PROVIDED DATA:
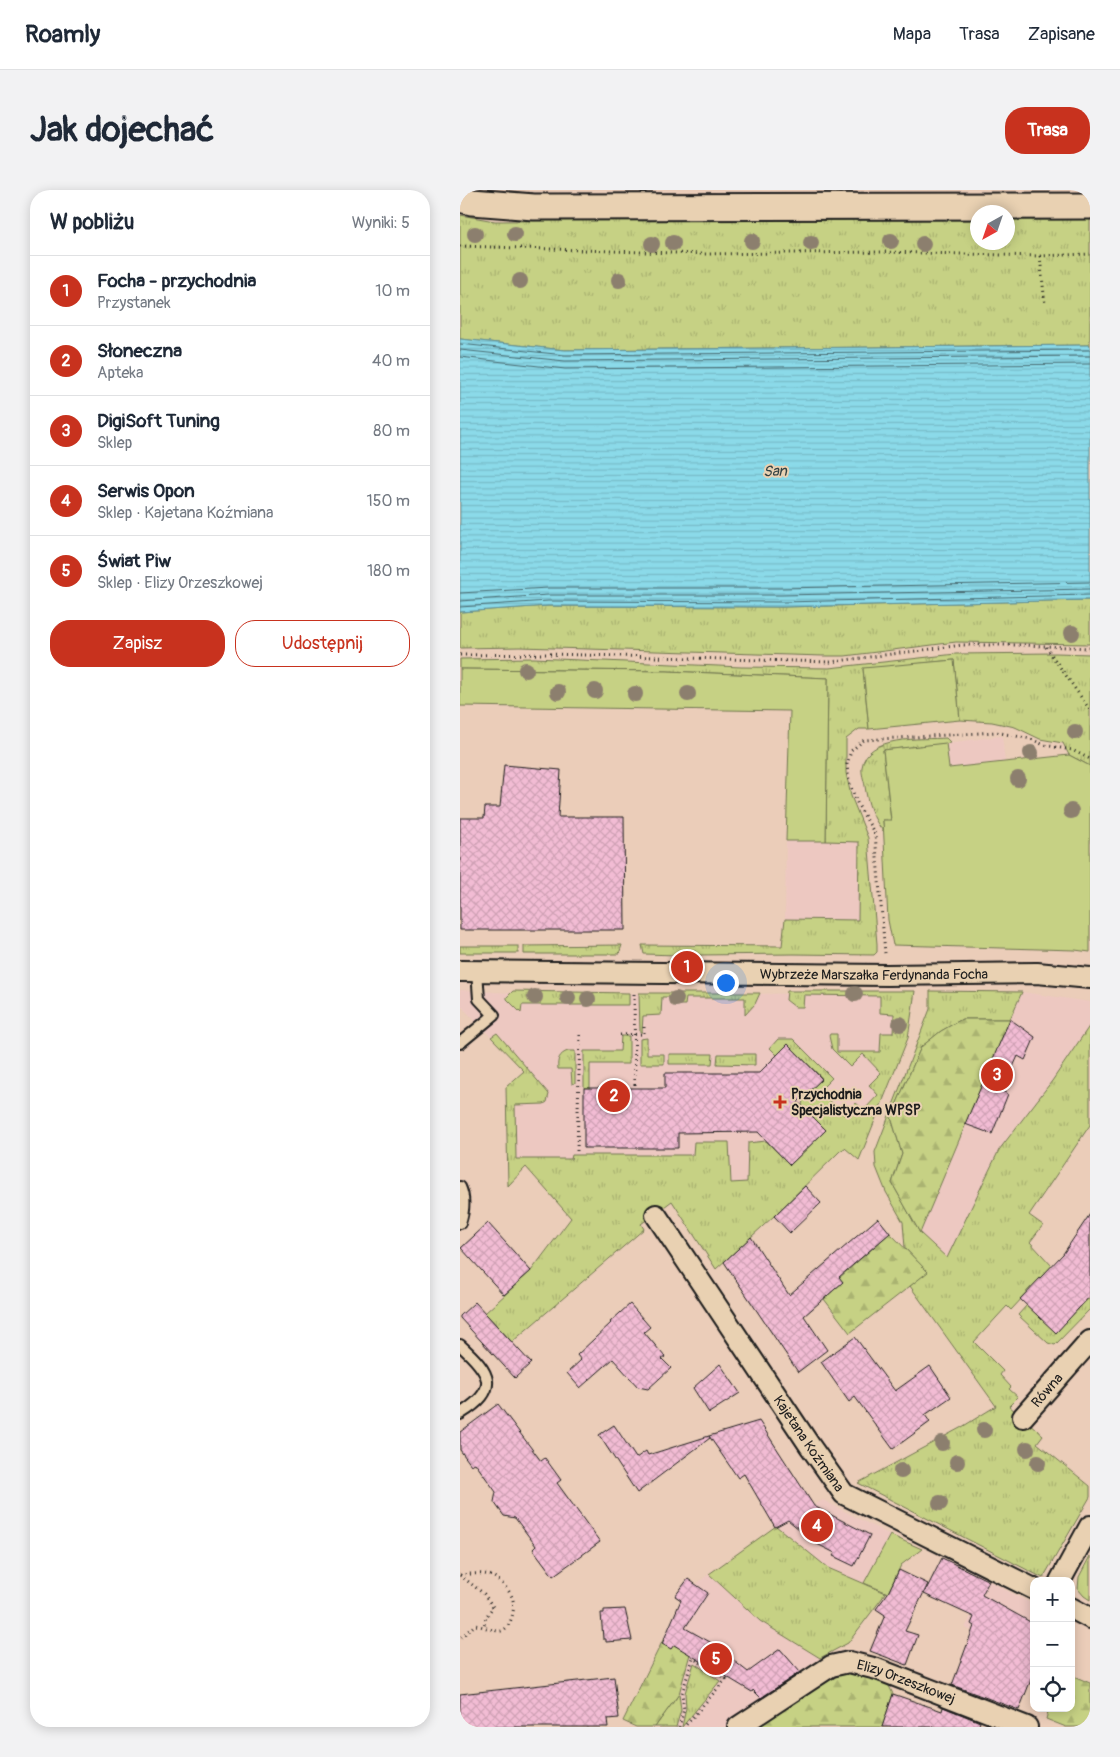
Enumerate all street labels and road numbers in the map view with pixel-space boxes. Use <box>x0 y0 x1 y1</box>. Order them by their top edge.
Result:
street label: Wybrzeże Marszałka Ferdynanda Focha <box>760 966 988 984</box>
street label: Równa <box>1028 1370 1067 1411</box>
street label: Kajetana Koźmiana <box>770 1392 848 1495</box>
street label: Elizy Orzeszkowej <box>855 1656 958 1707</box>

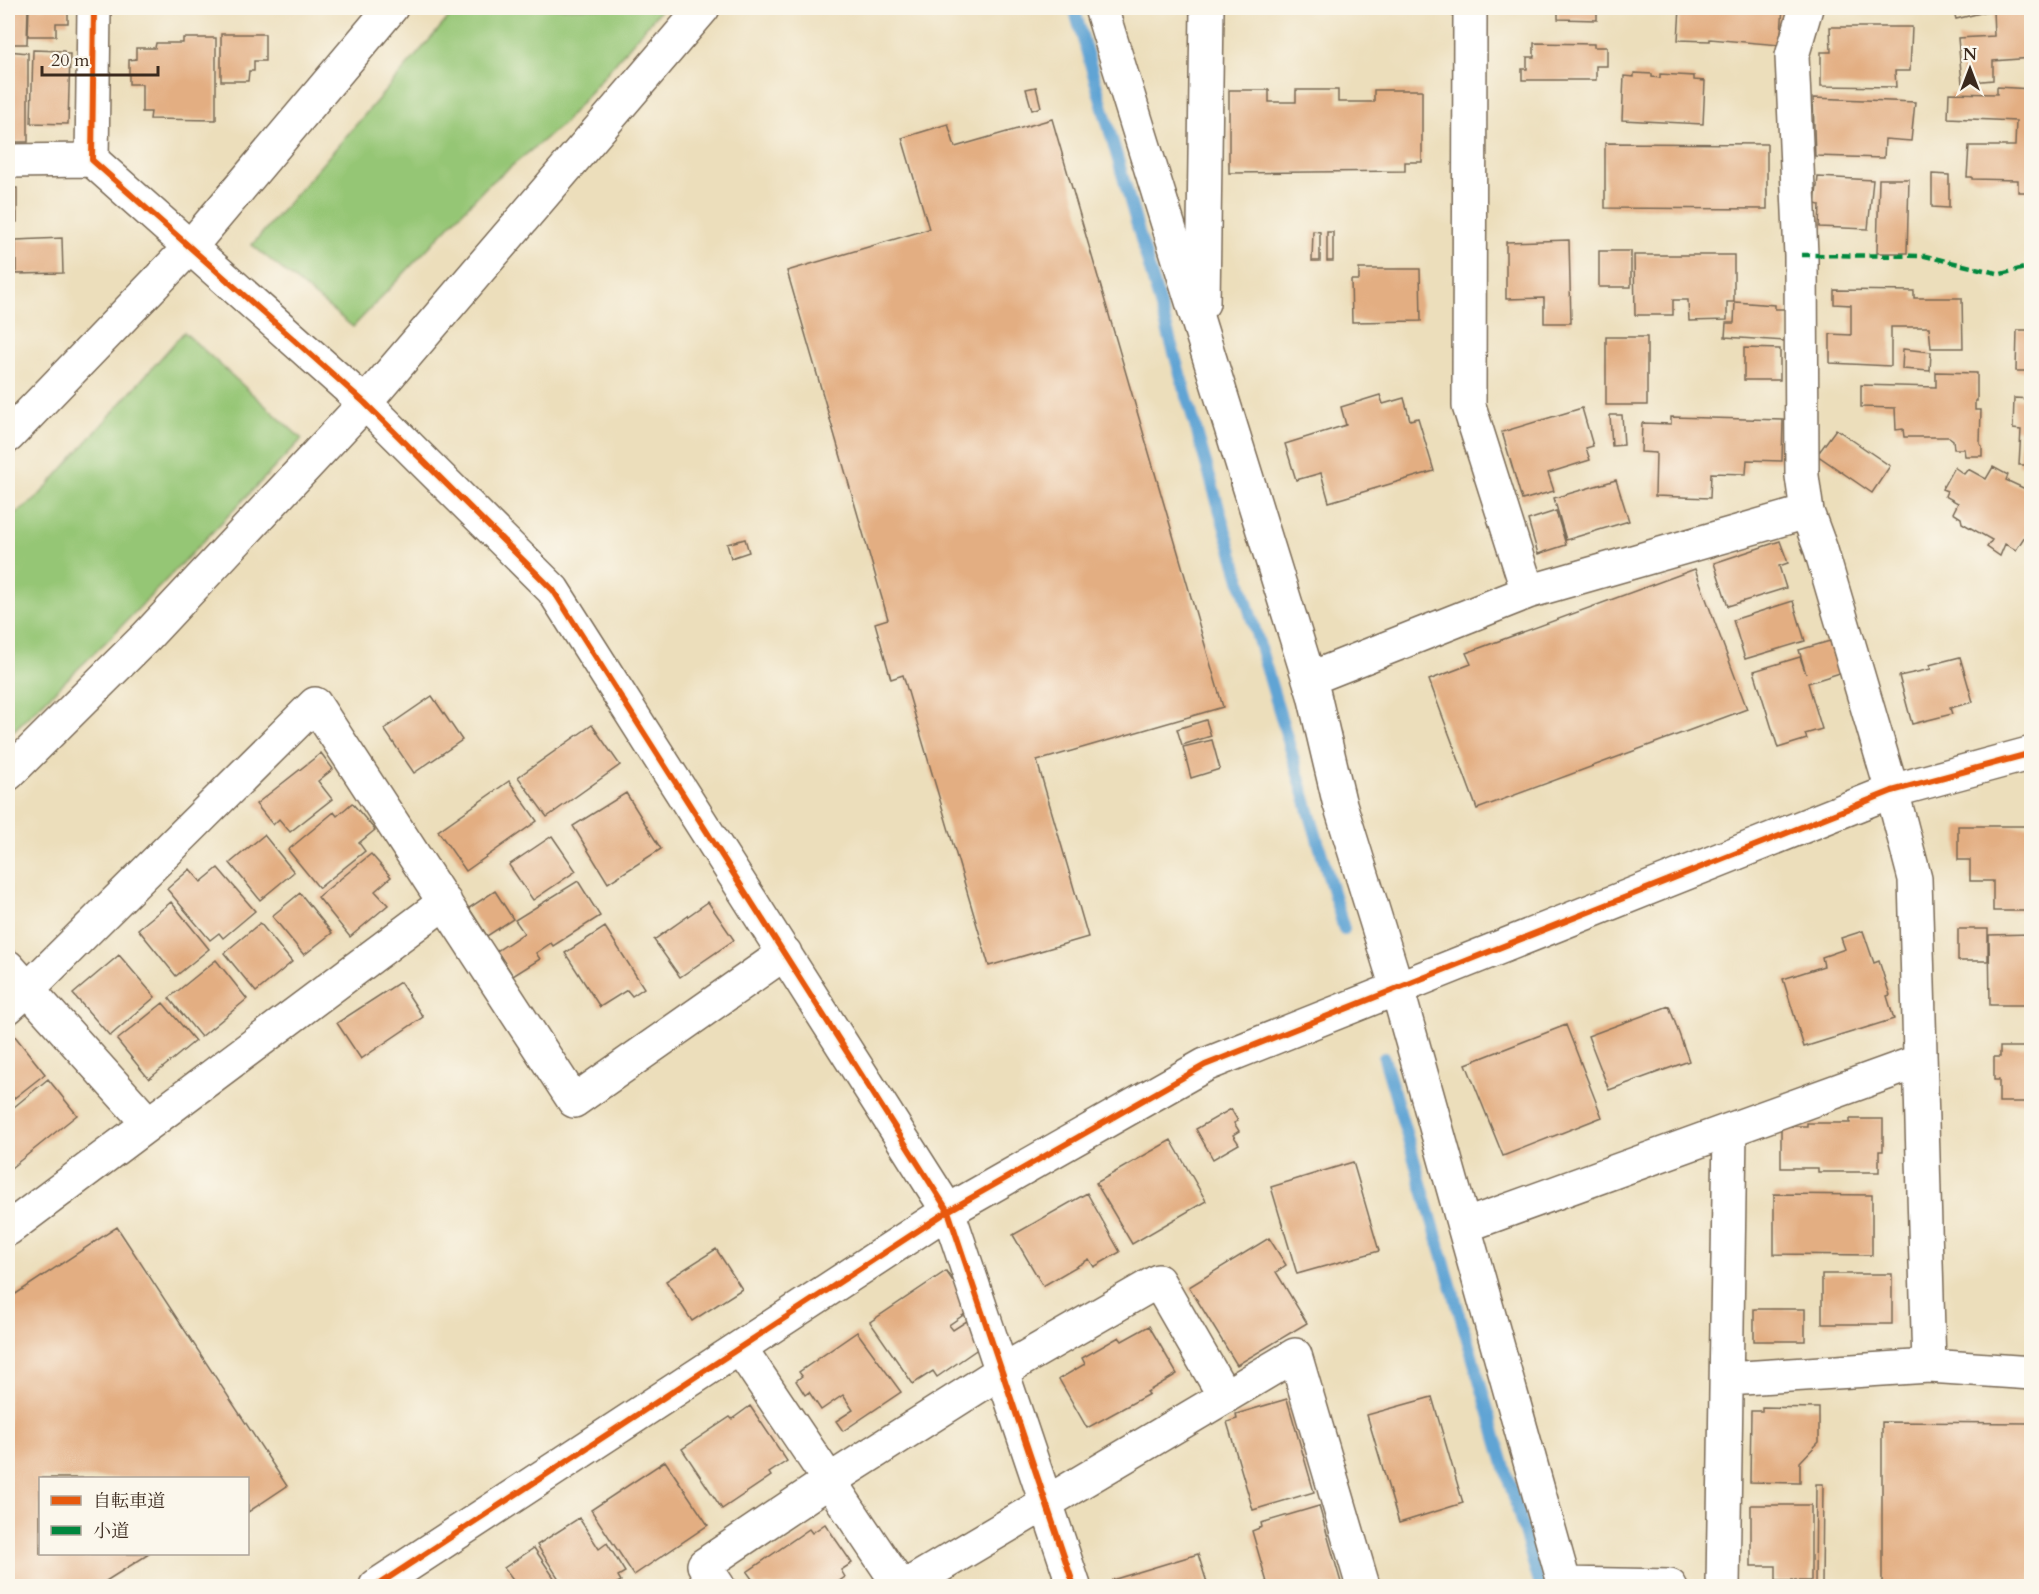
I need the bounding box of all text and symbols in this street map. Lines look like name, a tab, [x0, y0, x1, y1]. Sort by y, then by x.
scale bar	[42, 39, 158, 77]
north arrow	[1940, 39, 2000, 99]
text: N	[1963, 44, 1977, 66]
text: 20 m	[51, 48, 90, 73]
legend	[39, 1477, 249, 1555]
text: 自転車道	[93, 1489, 165, 1514]
text: 小道	[93, 1519, 129, 1544]

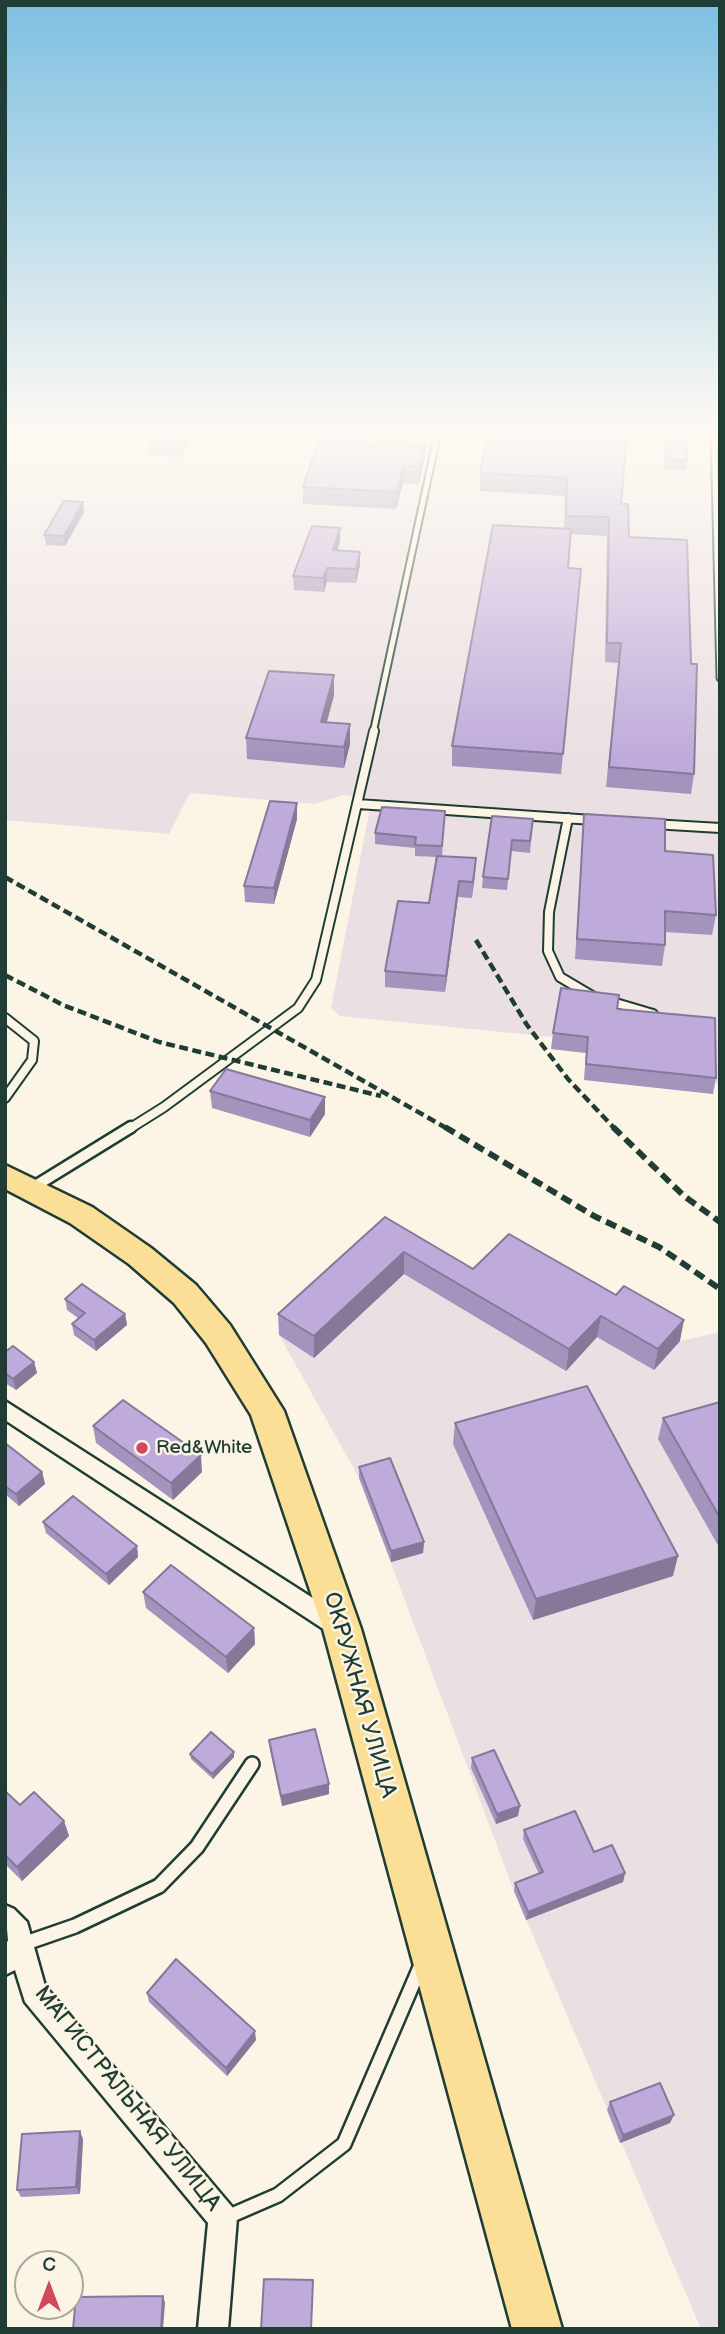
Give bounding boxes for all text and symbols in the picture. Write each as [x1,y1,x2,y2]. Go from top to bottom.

EXERCISE OBJECTIVE: If a line in the data above holds the string "boxes", report that line.

TASK SOLUTION:
Enumerate all street labels and road numbers in the map view with pixel-space boxes. Use <box>x0 y0 x1 y1</box>. Order them by their top edge.
Give bounding boxes for all text and symbols in the picture. Write each as [x1,y1,x2,y2]. Go from top to bottom.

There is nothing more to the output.